YOUR ASSIGNMENT: A bare number is the expected answer: the count of lines in the records that contain the word "linecap".

RECORDS:

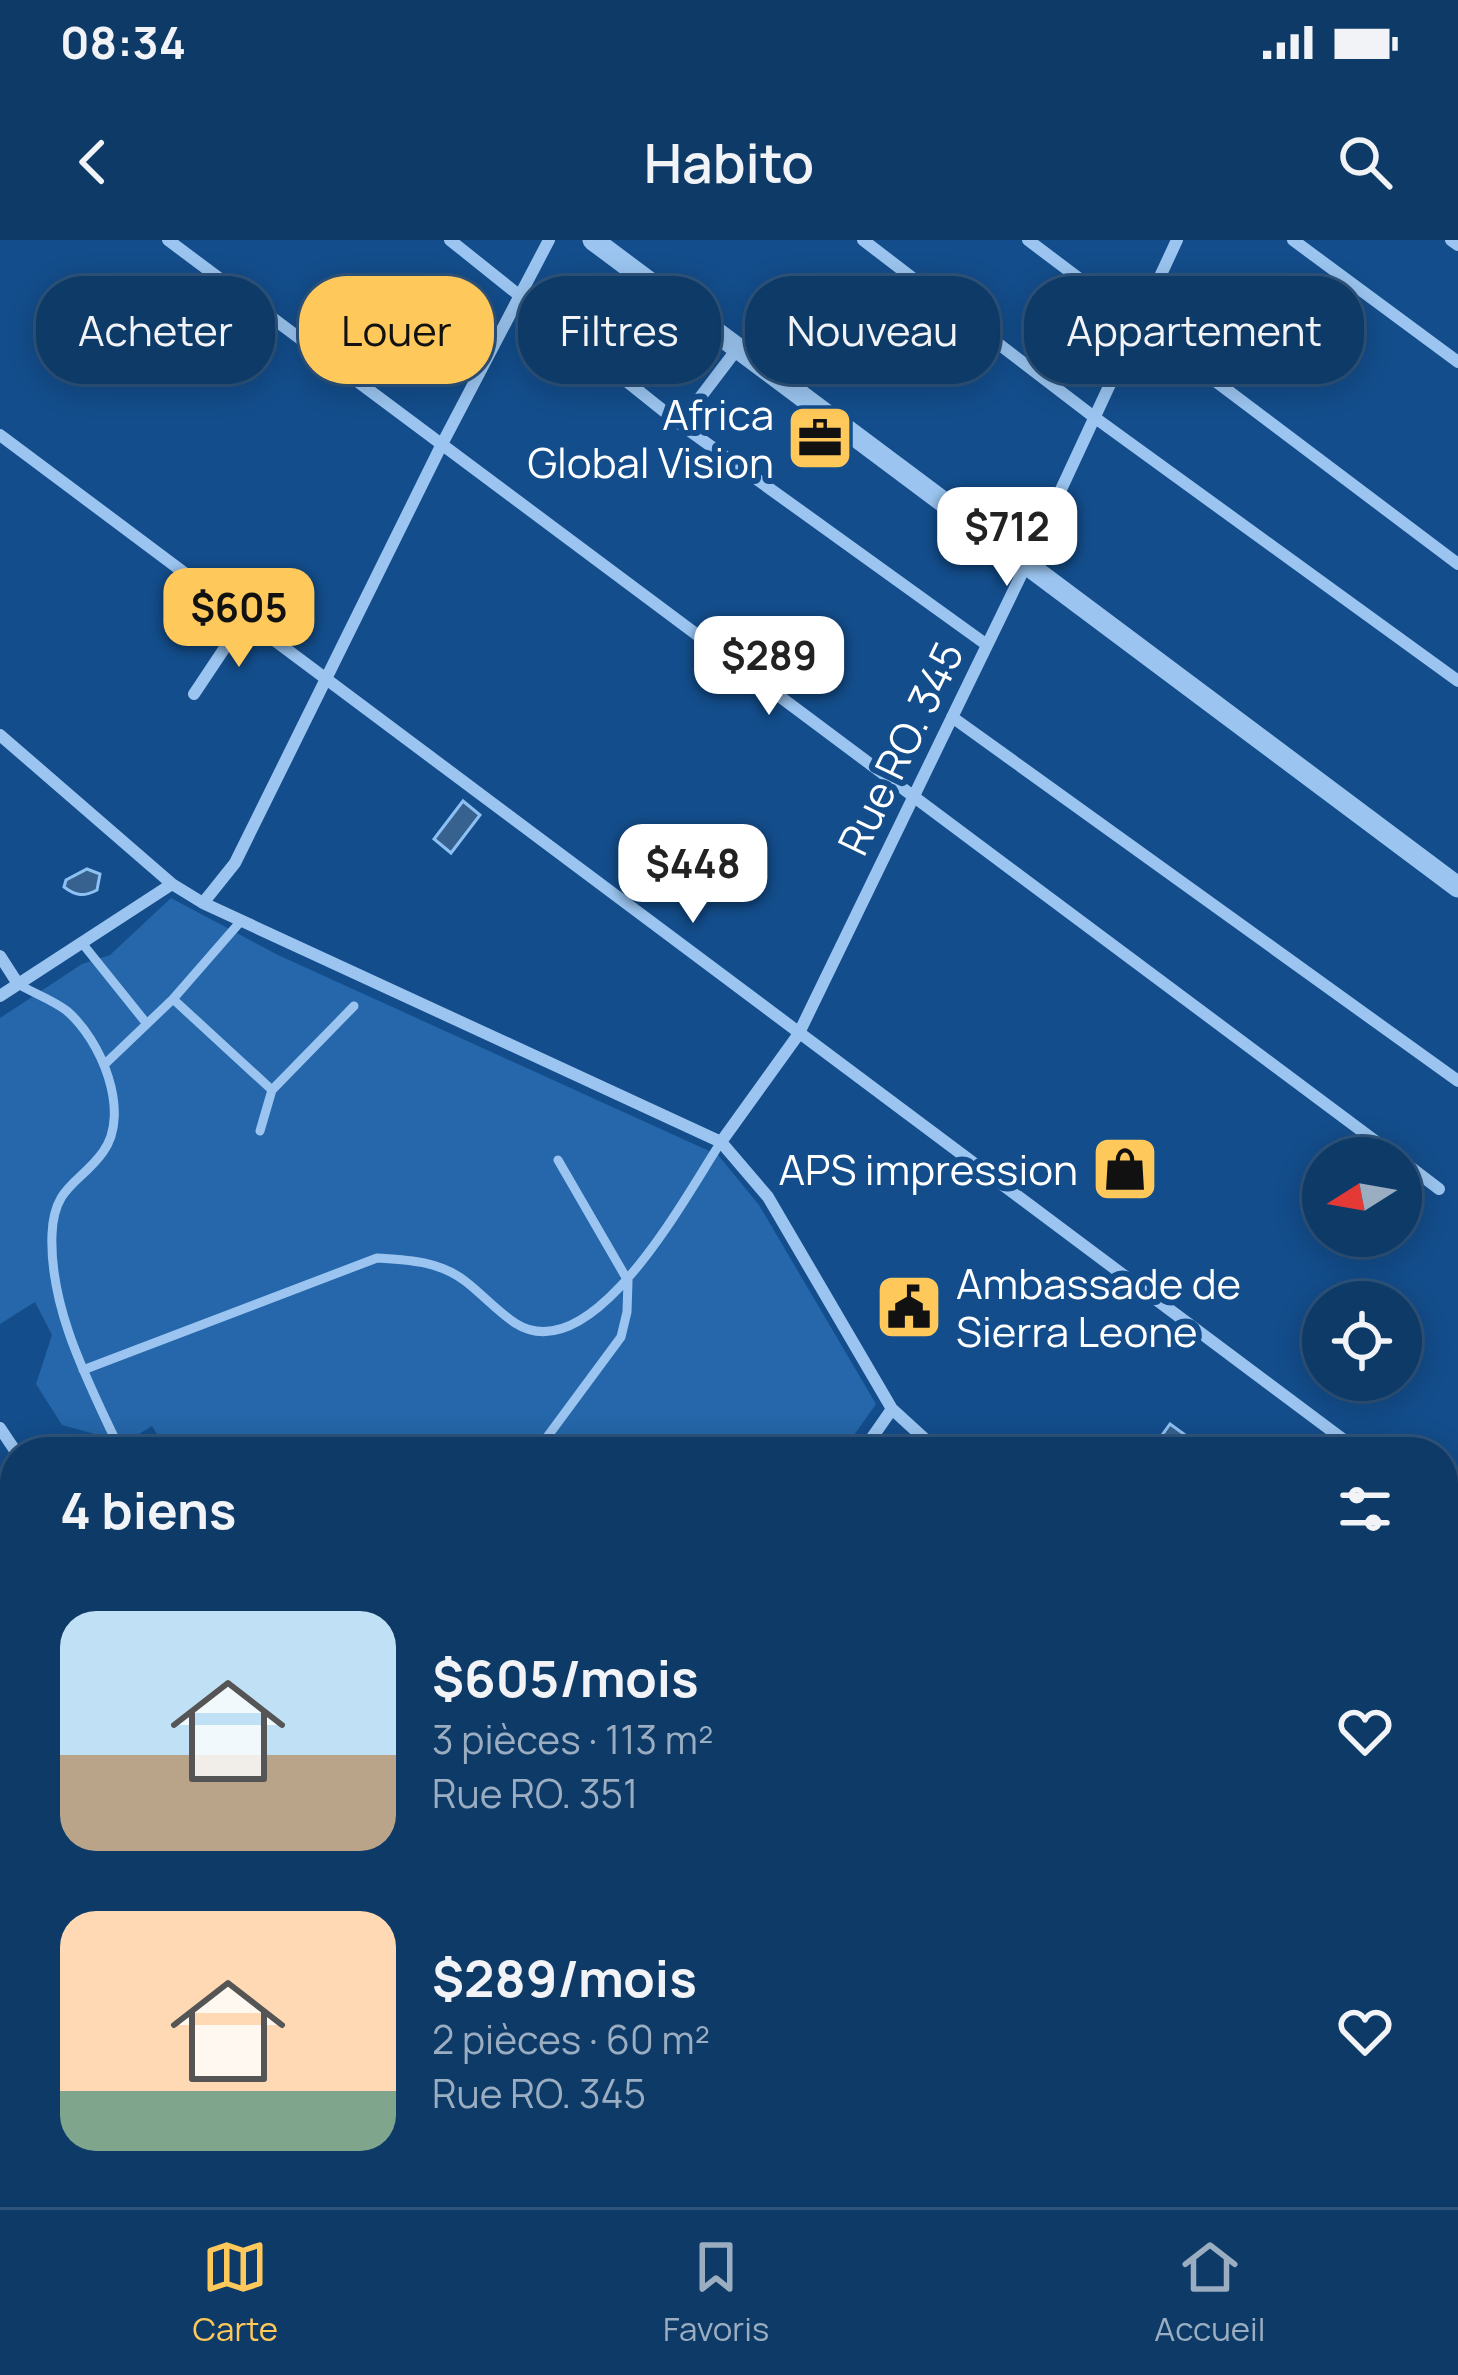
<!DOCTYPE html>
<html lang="fr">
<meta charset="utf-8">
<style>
body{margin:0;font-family:Manrope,sans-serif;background:#1c4571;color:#f1f3f6;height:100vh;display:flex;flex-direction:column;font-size:45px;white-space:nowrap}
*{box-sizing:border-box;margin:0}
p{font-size:39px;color:#9badc0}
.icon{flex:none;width:66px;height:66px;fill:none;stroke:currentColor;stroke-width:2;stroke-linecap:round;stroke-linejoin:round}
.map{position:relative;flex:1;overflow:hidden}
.sheet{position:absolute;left:0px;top:1197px;width:1458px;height:771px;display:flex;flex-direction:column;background:#0e3a68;border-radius:48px 48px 0 0;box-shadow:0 6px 30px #0003,0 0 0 3px #2e547c}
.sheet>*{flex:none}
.hud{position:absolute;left:36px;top:36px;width:1386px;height:108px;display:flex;gap:24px}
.needle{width:78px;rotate:259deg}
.buttons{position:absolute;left:1302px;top:897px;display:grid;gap:24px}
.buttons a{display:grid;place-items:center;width:120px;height:120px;border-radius:50%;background:#0e3a68;box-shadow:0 6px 30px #0003,0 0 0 3px #2e547c;font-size:60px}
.price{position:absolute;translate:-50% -102px;padding:0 27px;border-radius:24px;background:#fff;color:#222;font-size:39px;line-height:78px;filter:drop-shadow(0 3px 6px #0008)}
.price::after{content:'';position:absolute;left:50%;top:72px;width:36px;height:27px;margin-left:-18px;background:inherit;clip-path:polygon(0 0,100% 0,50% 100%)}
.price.current{background:#ffc85a;color:#111}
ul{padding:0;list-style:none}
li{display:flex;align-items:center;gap:36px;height:300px;padding:0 60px}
li span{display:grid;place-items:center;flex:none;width:336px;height:240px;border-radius:36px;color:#555}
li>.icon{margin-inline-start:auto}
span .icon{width:144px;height:144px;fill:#fffc;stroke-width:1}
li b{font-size:51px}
h2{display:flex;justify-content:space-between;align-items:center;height:144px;padding:0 60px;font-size:51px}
.pill{padding:0 42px;border-radius:48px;background:#0e3a68;box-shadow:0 6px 30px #0003,0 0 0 3px #2e547c;font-size:42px;line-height:108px}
.pill.current{background:#ffc85a;color:#111}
.status{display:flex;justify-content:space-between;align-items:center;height:84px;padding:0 60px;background:#0e3a68;direction:ltr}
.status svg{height:33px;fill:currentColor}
header{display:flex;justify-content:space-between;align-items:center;height:156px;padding:0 60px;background:#0e3a68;font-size:54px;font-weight:600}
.tab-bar{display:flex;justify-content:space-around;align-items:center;height:168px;border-top:3px solid #2e547c;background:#0e3a68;font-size:33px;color:#9badc0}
.tab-bar a{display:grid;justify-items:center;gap:6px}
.tab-bar .current{color:#ffc85a}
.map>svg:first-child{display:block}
.green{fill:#2567aa}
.water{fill:#376290;stroke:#8dc1f3;stroke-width:3}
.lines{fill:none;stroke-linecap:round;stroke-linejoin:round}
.service{stroke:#9bc5f0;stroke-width:9}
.minor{stroke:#9bc5f0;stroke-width:12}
.tertiary{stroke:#9bc5f0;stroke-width:21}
.labels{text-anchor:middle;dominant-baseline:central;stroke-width:12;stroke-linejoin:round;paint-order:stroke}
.poi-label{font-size:42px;fill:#fff;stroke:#134d8b;text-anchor:end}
.street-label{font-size:42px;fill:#fff;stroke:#134d8b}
</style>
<div class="status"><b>08:34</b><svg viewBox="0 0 49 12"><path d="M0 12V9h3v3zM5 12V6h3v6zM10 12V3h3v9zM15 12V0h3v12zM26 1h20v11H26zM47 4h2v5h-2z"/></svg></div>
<header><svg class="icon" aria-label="back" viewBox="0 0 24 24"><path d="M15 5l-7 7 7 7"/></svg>Habito<svg class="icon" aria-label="search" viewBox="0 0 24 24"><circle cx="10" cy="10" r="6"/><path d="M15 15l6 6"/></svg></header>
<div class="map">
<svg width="1458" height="1967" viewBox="0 0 1458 1967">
<rect width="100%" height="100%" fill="#134d8b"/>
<path class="green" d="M171,658L278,715L718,915L759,965L876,1164L842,1212H168L152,1186L110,1212L102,1196L62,1185L36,1144L52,1095L35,1062L0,1084V778L82,724L110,715Z
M15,1576V1735L0,1724V1600Z"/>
<path class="water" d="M463,561L480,575L451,613L434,599Z
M87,629L100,634L97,650C84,657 76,656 64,647L66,640Z
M1170,1184L1199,1205L1194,1212H1179L1160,1198Z"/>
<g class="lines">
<path class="service" d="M82,703L147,784
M18,744C33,753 53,760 67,771C100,799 132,872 103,912C80,944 54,945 52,994C49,1070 90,1145 121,1212
M173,759L272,850
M105,824L173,759L241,681
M260,891L272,850L354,766
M83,1130L377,1018C408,1020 439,1021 465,1041C482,1054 497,1071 515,1083C593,1133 687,953 721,902
M536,1212L621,1097L627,1072L628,1041L558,920"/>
<path class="minor" d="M168,0L1398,918
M450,0L680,184L987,405
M863,0L1094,177L1458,441
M1028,0L1458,324
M1293,0L1458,122
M1451,0L1458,5
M680,184L737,109
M0,195L1360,1212
M194,454L244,379
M952,477L1458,841
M0,495L172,644L203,663L721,902L768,957L892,1169L939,1212
M203,663L235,623L441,206L549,0
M0,716L18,744
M0,756L172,644
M721,902L798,795L1025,327L1177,0
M1401,920L1439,949
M0,1188L16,1212
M862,1212L892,1169
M1443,1273L1458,1284
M0,1563L15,1537
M1443,1585L1458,1596
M0,1843L15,1854
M1443,1947L1458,1954
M153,1953L173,1967
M810,1953L832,1967
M1214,1953L1239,1967
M290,1967L301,1953
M1187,1967L1199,1953"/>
<path class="tertiary" d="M593,0L1458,647"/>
</g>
<defs>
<g id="office-square" transform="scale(3.45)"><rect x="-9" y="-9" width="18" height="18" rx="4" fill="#ffc85a" stroke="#134d8b"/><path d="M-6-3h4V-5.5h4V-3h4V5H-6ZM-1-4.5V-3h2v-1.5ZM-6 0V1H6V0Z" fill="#111"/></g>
<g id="shop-square" transform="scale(3.45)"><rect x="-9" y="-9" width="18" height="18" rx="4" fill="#ffc85a" stroke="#134d8b"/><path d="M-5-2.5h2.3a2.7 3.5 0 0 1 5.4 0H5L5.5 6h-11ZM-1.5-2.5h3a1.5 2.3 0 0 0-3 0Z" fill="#111"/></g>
<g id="civic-square" transform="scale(3.45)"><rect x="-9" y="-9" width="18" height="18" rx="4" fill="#ffc85a" stroke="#134d8b"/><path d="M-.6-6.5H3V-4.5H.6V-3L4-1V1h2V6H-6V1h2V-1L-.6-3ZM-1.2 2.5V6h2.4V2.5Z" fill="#111"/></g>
</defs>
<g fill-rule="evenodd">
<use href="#office-square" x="820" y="198"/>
<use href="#shop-square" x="1125" y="929"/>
<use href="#civic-square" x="909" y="1067"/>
</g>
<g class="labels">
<g class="poi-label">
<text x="774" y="174">Africa<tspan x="774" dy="48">Global Vision</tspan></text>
<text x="1078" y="929">APS impression</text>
<text x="956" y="1043" text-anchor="start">Ambassade de<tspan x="956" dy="48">Sierra Leone</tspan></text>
</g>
<g class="street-label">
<text transform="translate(900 508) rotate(-64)">Rue RO. 345</text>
</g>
</g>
</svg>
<div class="buttons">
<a><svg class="needle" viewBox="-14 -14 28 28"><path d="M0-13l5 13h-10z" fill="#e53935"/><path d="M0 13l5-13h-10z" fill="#9badc0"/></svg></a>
<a><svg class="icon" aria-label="locate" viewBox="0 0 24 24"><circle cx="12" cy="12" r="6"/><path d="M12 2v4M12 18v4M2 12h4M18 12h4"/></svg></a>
</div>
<b class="price" style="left:1007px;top:349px">$712</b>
<b class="price current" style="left:239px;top:430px">$605</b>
<b class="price" style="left:769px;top:478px">$289</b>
<b class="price" style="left:693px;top:686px">$448</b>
<div class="hud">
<a class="pill">Acheter</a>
<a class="pill current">Louer</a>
<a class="pill">Filtres</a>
<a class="pill">Nouveau</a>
<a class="pill">Appartement</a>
</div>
<section class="sheet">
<h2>4 biens<svg class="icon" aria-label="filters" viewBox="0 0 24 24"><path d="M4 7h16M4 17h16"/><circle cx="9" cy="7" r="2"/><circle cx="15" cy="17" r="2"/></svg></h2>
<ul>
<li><span style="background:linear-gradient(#bfe0f5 60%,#b9a48a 0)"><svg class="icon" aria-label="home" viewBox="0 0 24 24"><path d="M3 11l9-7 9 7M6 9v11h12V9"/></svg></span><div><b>$605/mois</b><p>3 pièces · 113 m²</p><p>Rue RO. 351</p></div><svg class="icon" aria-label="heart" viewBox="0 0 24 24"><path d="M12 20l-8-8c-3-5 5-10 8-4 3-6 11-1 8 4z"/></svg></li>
<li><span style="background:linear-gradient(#ffd9b3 75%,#7fa58c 0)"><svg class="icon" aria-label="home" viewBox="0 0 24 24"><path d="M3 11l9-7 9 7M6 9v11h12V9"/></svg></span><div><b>$289/mois</b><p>2 pièces · 60 m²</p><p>Rue RO. 345</p></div><svg class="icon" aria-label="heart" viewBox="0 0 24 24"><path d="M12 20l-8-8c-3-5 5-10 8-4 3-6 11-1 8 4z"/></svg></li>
</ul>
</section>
</div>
<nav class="tab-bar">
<a class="current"><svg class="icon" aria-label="map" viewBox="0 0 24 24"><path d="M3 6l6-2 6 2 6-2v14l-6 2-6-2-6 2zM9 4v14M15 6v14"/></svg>Carte</a>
<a><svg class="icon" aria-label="saved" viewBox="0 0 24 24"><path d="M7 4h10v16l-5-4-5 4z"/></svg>Favoris</a>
<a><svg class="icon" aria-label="home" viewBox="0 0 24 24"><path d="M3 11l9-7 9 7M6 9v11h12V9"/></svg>Accueil</a>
</nav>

THE ANSWER: 2